Laundry Love began about 10 years ago in Ventura County and has since expanded across the nation to more than 100 such ministries, according to the Kassoffs. While the ministry has a very practical side, helping people get clean clothes, it also “opens people up to an experience of God’s love in our lives,” Claassen said.
“The majority of the folks are homeless or living in shelters and most of them are on the streets but definitely we have some folks that have jobs. In fact, we ordered pizza and the pizza deliveryman was somebody who had been a guest the prior time.
“He was so excited.
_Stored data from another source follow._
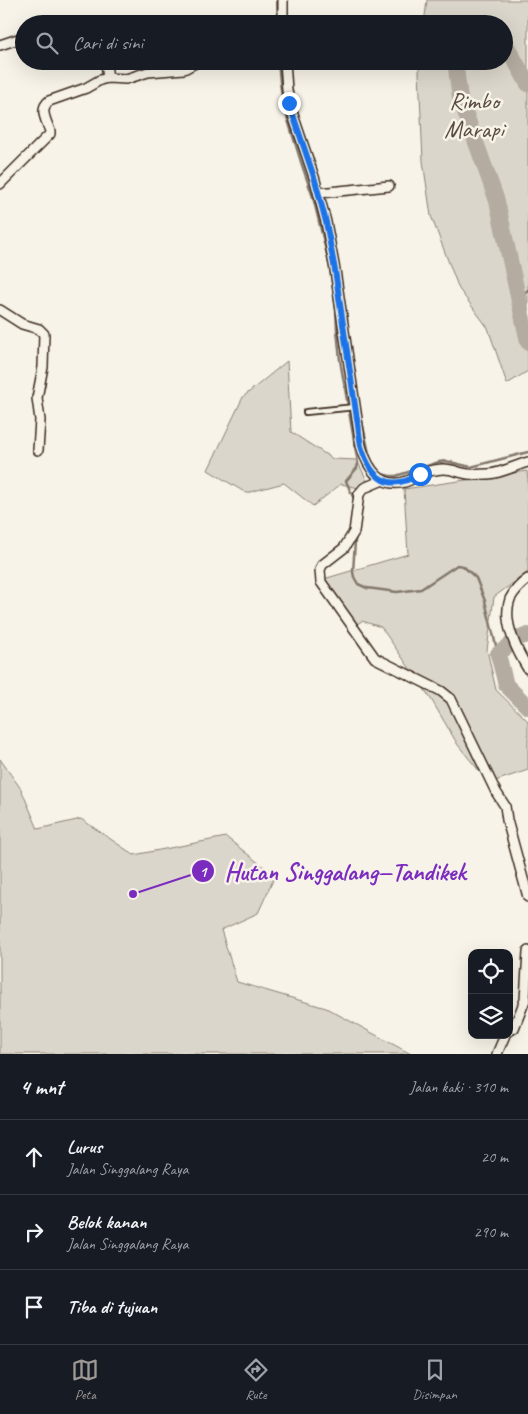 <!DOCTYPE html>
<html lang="id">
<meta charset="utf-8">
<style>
body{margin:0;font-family:Caveat,sans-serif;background:#20242c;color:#f1f3f6}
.controls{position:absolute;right:15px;bottom:15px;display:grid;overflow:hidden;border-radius:10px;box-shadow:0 5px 20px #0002}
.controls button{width:45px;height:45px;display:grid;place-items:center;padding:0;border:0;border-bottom:1px solid #363941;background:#171b24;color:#f1f3f6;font:25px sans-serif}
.stop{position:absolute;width:15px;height:15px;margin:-11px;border:4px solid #1a73e8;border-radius:50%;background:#fff}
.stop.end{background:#1a73e8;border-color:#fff;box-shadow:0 1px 5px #0008}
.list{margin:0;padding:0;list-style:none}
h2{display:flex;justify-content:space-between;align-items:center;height:65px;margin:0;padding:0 20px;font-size:21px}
h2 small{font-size:16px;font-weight:400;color:#9ea1a6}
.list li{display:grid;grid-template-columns:32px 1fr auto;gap:15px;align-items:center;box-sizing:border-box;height:75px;padding:0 20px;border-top:1px solid #363941}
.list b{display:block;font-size:19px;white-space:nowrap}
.list p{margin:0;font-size:16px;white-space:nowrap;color:#9ea1a6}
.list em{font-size:16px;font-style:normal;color:#9ea1a6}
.icon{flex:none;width:28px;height:28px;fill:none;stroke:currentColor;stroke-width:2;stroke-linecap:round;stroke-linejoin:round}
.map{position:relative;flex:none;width:528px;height:1054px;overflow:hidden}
.search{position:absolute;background:#171b24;box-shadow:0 5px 20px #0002;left:15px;right:15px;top:15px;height:55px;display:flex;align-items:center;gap:12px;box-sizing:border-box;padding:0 18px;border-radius:28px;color:#9ea1a6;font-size:19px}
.sheet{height:290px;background:#171b24}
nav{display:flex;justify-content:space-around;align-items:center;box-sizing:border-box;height:70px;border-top:1px solid #363941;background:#171b24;font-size:14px;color:#9ea1a6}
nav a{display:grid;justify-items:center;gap:2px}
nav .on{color:#9f9995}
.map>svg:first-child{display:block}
</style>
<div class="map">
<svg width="528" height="1054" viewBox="0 0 528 1054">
<rect width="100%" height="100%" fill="#f7f3e8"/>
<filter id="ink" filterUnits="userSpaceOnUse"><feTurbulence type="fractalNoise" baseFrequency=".02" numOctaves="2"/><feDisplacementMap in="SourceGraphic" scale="10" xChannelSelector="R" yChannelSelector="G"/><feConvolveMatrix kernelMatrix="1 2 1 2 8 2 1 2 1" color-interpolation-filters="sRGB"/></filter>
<g filter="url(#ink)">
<path fill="#dbd6cb" stroke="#8b8074" d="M427 0H528V371L507 384 488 328 459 289 431 216 423 161 419 72 420 61H504V24H424Z
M287 361 291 432 333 459 357 460 372 491 341 484 313 506 284 483 246 493 208 470 243 397Z
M527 471 528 480V572L494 597 487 650 496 690 528 721V770L489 783 458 745 431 699 381 627 362 621 348 629 317 581 408 554 404 489Z
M0 759 21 789 38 829 81 819 134 855 226 837 275 876 258 913 221 930 237 982 326 1008 411 1054H0Z"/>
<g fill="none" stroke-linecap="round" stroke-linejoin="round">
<path stroke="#84786c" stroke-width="2.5" d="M277 0 278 24
M278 61 280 82 283 104 301 162 313 197 330 267 336 308 337 330 340 360 358 463 357 468 346 481 354 499
M290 78 293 99 299 119
M518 300 528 290
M361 417 370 458
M382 474 390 476H396L439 462 446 461 471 467 528 452
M356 536 355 541 353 572 354 577 358 584 367 588 397 592 421 589 457 565 463 566 476 578 485 601 498 654"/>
<path stroke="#b4aca0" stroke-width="16" d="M504 41 528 84
M455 61 460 98 497 201 528 342
M528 635 519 638 498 654 506 685 528 707"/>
<defs>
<path id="service" d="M306 412 355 407"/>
<path id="minor" d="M283 0V24
M0 45 24 37
M103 61 106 64 108 78
M285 61 287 90 289 103 315 180 326 222 335 270 361 446C368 469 382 492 410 480 413 478 416 475 419 474 426 471 435 470 442 469 451 468 459 473 468 474 474 475 481 474 488 474 500 474 516 465 528 462
M0 184 50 134V131C46 120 39 109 49 101L86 88 100 80 108 78 126 79 148 72 184 69 199 61
M319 193 389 186
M0 310 22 324 39 329 44 334 43 367 37 398 40 420 38 450
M383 480 364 488 359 494 354 532 344 548 322 565 320 570 321 582 375 658 441 691 451 699 496 792 505 806 507 820 528 897
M528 579C521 584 514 591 510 599 502 621 517 651 528 669
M509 1031 514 1028 525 1000 528 951
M497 1054 505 1035"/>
</defs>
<use href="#service" stroke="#3b2a1e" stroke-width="8"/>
<use href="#minor" stroke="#3b2a1e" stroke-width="12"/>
<use href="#service" stroke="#f7f3e8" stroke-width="4.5"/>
<use href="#minor" stroke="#f7f3e8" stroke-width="9"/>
</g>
</g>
<g fill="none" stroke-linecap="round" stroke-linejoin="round" filter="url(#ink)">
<path stroke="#1a73e8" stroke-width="6" d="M289 103 315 180 326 222 335 270 361 446C371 479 388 493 420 474"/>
</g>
<g text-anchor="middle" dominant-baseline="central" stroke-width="5" stroke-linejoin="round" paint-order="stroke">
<g font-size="24" fill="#5b4c41" stroke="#f7f3e8">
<text x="474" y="101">Rimbo<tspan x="474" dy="28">Marapi</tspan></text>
</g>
</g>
<path fill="none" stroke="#7b2cbf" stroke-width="2" d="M133 894L203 871"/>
<g fill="#7b2cbf" stroke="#f7f3e8" stroke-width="2">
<circle cx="133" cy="894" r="5"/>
<circle cx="203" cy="871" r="12"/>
</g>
<g font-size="15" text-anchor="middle" font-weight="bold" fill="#fff">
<text x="203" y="877">1</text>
</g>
<g font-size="25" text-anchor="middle" font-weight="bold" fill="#7b2cbf" stroke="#f7f3e8" stroke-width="5" stroke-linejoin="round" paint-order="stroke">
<text x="345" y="880">Hutan Singgalang—Tandikek</text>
</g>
</svg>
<div class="controls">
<button><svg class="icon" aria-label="locate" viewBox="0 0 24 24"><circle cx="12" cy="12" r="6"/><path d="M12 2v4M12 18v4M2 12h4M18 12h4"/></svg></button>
<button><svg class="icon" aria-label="layers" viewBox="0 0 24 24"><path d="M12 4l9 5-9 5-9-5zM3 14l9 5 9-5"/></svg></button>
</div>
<div class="stop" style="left:420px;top:474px"></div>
<div class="stop end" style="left:289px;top:103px"></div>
<div class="search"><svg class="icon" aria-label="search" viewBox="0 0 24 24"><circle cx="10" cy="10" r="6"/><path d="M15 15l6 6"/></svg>Cari di sini</div>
</div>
<section class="sheet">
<h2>4 mnt<small>Jalan kaki · 310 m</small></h2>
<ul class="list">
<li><svg class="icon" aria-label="ahead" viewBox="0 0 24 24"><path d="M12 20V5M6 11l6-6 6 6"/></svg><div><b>Lurus</b><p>Jalan Singgalang Raya</p></div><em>20 m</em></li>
<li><svg class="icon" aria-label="right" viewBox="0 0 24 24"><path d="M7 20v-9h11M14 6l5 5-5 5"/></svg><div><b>Belok kanan</b><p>Jalan Singgalang Raya</p></div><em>290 m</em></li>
<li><svg class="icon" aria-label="arrive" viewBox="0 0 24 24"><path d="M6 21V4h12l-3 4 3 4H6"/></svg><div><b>Tiba di tujuan</b></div></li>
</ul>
</section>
<nav>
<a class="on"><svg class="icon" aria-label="map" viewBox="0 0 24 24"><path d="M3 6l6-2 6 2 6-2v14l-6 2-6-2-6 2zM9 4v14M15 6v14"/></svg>Peta</a>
<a><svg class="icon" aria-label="directions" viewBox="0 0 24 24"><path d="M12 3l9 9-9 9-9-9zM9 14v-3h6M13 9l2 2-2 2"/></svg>Rute</a>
<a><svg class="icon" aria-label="saved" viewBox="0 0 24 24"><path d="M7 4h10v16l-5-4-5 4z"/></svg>Disimpan</a>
</nav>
He came in and was serving the pizza up with everyone, he was very grateful.”
He added, “We are doing laundry for people and it’s helping them alleviate their economic pressures. We’re also providing an area where people from our community and from Thad’s community and the greater Venice population can interact in a safe and engaging environment. To me, that’s where the real gold is — the emphasis is on love, not laundry.”
He added: “I want to emphasize what a privilege it is to do this every month and how much it has meant for the Thad’s community. We’ve really grown from being able to step out and talk with folks and engage the community in that way. We’ve had folks from Laundry Love show up at Thad’s. It has enriched our community to put ourselves out there and to be willing to change.”
Making a difference in peoples’ lives
Jesse, 43, a blues singer and electric guitar player who lives in his van, says his music mirrors his life: “it’s about destruction, chaos.”
The pony-tailed former concrete and metal trades worker hums and plays recorded renditions of his music while waiting for his wash to finish. He has never fully recovered from on-the-job injuries and now “I’m completely broke,” he says.
Laundry Love is a bright spot in what has been, for him, a whole lot of darkness. “I have severe allergies. If my clothes get dusty, I break out in painful rashes. This helps me. I have medical problems, problems people don’t understand. I experience chronic pain; I only sleep about two to three hours a night, because of muscle spasms. It makes your blues become deeper. I feel ready to die at 43.”
For Kat, who lives in the neighborhood and is on a fixed income, Laundry Love makes the difference when she runs short before the end of the month. It helps with prescription medication, and those little extras, like buying her dad a birthday gift this month.
“It is so uplifting for me to be here,” she said. “It’s so encouraging. I feel less strife in my life.”
LuzAna Figueroa said it was important for the Church of the Messiah’s “@youth” group to participate in Laundry Love.
“We wanted to show them that they can be the change in the community we’d all like to see,” she said. “If you don’t teach kids, if you don’t expose them to compassion, then those core values get lost in the mix.”
One of the students, Jesus, agreed. “I enjoy helping people out,” he said. “This is not half-hearted. It’s hands-on. You get to interact with everyone. You get a sense of how this is helping someone. It’s an awesome program.”
Meanwhile, Troy, 49, goes to the barbershop next door for a much-needed haircut. The barber cuts children’s hair for free; Laundry Love pays $8 for adult haircuts. “It helps me out a lot,” Troy said of Laundry Love. “I really like it.”
Shannon Kassoff said it takes about $500 to pull off one Laundry Love event; about 15 volunteers are needed for an average of about 70 guests, she said. The ministry survives through T-shirt sales, and donations of money, laundry products, and the hot meals.
Tonight, dinner is chicken, rolls and salad and Shannon offers volunteers another word of wisdom: “We’re going to have dinner as soon as we get all the washing machines full. So, if you didn’t get a particular job, it would be helpful if you could go out and help serve dinner.
“The other thing, if you don’t have a job you can go outside and hang out with the guests. That’s what it’s all about. That’s where it’s happening.”